Take it or leave it: Understanding leaf litter
Every year large quantities of leaf litter and debris can have unexpected negative consequences for businesses. They cause issues such as clogging drains and gutters, which can lead to flooding and water damage and these issues can halt and even stop businesses from operating.
To stay up to date on this issue, and to understand how Ground Control can help and support, we spoke with National Operations Director, Marc Wilkinson.
- Leaf litter is also commonly called leaf fall. It comprises of any dead plant or tree material that has fallen to the ground.
How can leaf litter negatively affect businesses, and what is the risk of allowing this to build up?
Left in situ and unmanaged, within a commercial or residential environment, leaf litter can present a significant hazard. As leaf litter breaks down and decomposes, it becomes a ‘sludge-like’ medium. On hard surfaces, this will form a dangerously slippery layer which of course can lead to slips, trips and falls for all residents, customers, or staff.
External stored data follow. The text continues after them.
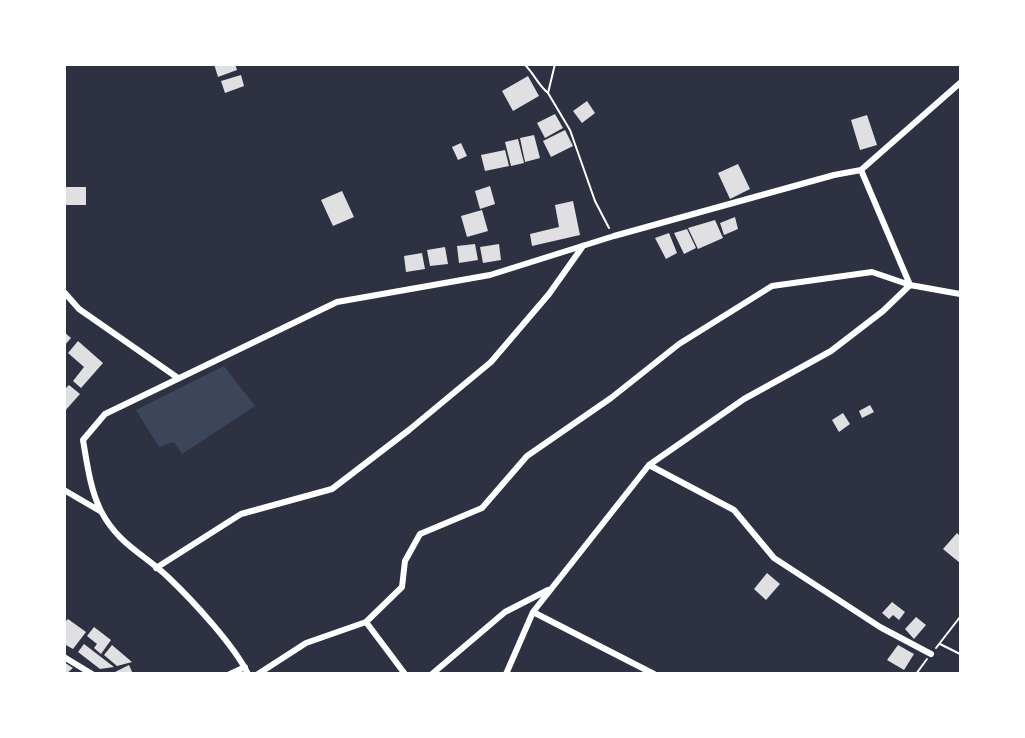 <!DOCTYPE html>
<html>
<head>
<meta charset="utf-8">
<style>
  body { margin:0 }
  #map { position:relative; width:1025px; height:738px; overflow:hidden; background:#2d3142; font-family:"DM Sans",sans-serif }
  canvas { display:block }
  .frame { position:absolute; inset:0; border:66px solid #fff; pointer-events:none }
</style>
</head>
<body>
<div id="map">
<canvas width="1025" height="738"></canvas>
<div class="frame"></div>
</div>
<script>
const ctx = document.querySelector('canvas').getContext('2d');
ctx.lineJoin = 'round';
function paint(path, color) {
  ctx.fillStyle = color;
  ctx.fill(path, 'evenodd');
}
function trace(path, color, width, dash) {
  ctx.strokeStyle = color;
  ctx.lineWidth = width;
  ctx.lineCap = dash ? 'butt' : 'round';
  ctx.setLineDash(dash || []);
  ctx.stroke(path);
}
const green = new Path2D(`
  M 224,366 L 255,406 L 182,454 L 174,442 L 159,447 L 136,410 Z`);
const building = new Path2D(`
  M 214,64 L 235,64 L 237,70 L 218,77 Z
  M 241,75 L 244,86 L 225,93 L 221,81 Z
  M 528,76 L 539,96 L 513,111 L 502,91 Z
  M 587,101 L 595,113 L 582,123 L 573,111 Z
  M 555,114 L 563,128 L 545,138 L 537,123 Z
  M 867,115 L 877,145 L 860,150 L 851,120 Z
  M 565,130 L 573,146 L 551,157 L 543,141 Z
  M 534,135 L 540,158 L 525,162 L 520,138 Z
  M 518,139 L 524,163 L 511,166 L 505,142 Z
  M 461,143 L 467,156 L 458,160 L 452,147 Z
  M 505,150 L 509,166 L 485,171 L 481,155 Z
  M 738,164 L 750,189 L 730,199 L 718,173 Z
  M 490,186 L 495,204 L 480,209 L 475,191 Z
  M 64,187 L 86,187 L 86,205 L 64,205 Z
  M 342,191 L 354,217 L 333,226 L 321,200 Z
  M 573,201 L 580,235 L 532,246 L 530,234 L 559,227 L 555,205 Z
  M 482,210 L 488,231 L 467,237 L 461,216 Z
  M 735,217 L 738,229 L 724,235 L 720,223 Z
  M 715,220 L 723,238 L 698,249 L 688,228 Z
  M 687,229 L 696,248 L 684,254 L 674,233 Z
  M 669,233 L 677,253 L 666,259 L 655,238 Z
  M 475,244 L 478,260 L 459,263 L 457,246 Z
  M 499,244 L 501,260 L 483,263 L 480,247 Z
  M 445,247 L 448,264 L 430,266 L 427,250 Z
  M 422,253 L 425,269 L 406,272 L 404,256 Z
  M 64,332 L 71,338 L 64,346 Z
  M 78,341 L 103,363 L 81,388 L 73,381 L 84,367 L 68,353 Z
  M 69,385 L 80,394 L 64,412 L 64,390 Z
  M 870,405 L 874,412 L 862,418 L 859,411 Z
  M 843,413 L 850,424 L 839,432 L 832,420 Z
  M 957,533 L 960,536 L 960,563 L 943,549 Z
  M 767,573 L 780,584 L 766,600 L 754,589 Z
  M 892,602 L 905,612 L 899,620 L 893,615 L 889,619 L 882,613 Z
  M 916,617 L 926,625 L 914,639 L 905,629 Z
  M 68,619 L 86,632 L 73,649 L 64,644 L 64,623 Z
  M 94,627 L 111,640 L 101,654 L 94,648 L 97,644 L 87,636 Z
  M 84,644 L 114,667 L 100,669 L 78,652 Z
  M 112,645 L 132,662 L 117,666 L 104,655 Z
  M 898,645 L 914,654 L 904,670 L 887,660 Z
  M 64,662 L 73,668 L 66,674 L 64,674 Z
  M 129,665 L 133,674 L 111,674 Z`);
const path = new Path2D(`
  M 524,64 C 534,73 537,84 548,93
  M 555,64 L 548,93 L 570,130 L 595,201 L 609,228
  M 940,644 L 960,654
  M 936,648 L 960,617
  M 916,674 L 927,659`);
const minor = new Path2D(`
  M 861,170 L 960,83
  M 64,292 L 79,309 L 178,378
  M 649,465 L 734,510 L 774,558 L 880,627 L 931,654
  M 64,490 L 100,511
  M 156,568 L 241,514 L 332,489 L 409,430 L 491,362 L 549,294 L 583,246
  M 533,612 L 654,674
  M 366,622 L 405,674
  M 64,657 L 92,674
  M 230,674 L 245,667
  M 248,674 C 234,645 192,600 169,578 C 144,554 118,544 101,511 C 90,489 87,463 83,440 L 105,414 L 337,302 L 490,275 L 614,236 L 834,175 L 861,170 L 910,285
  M 258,674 L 306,643 L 366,622 L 402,587 L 405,561 L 420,534 L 482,508 L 527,456 L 611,398 L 679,344 L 772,286 L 872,272 L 910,285 L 960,294
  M 432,674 L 505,612 L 548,590
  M 506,674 L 533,612 L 649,465 L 744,399 L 831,351 L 883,311 L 910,285`);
paint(green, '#3c4559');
paint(building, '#e0e0e3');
trace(path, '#fff', 2);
trace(minor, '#fff', 6);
</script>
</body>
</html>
From a site maintenance perspective, leaf litter can block drains, gutters, and cover assets which in turn will cause other associated issues. With the UK experiencing more and more extreme weather, in some areas blocked drains caused by leaf litter can significantly increases the chances of flash flooding.
Finally, from an aesthetic perspective, leaf litter, at all stages of the life cycle, will detract from an area’s appearance should it be aiming for a ‘clean’ look.
Once collected, what can be done to reuse leaf litter to support nutrients in the soil?
The best sustainable use for leaf litter is to create leafmould.
Leafmould is formed from decaying leaves and produces an invaluable soil conditioner. The best quality leafmould is produced from the leaves of Oak, Beech or Hornbeam, however, leafmould can be created from the leaves of all deciduous tree species. The best quality, well-rotted leafmould (more than two years old) can be used as seed-sowing compost, or mixed equally with sharp sand, garden compost and good-quality soil for use as potting compost. Lesser quality leafmould can still be used as mulch, soil improver, autumn top-dressing for lawns, or winter covering for bare soil.
Can the clearance of leaf litter be part of a wider grounds maintenance contract – so customers and clients mitigate issues and keep their businesses safe and operational?
Ground Control can assist with the management of leaf litter on your sites. This can be achieved, either, on a planned or an ad-hoc basis. Costs can be agreed upon as part of a wider grounds maintenance specification or quoted for as and when you require us to intervene.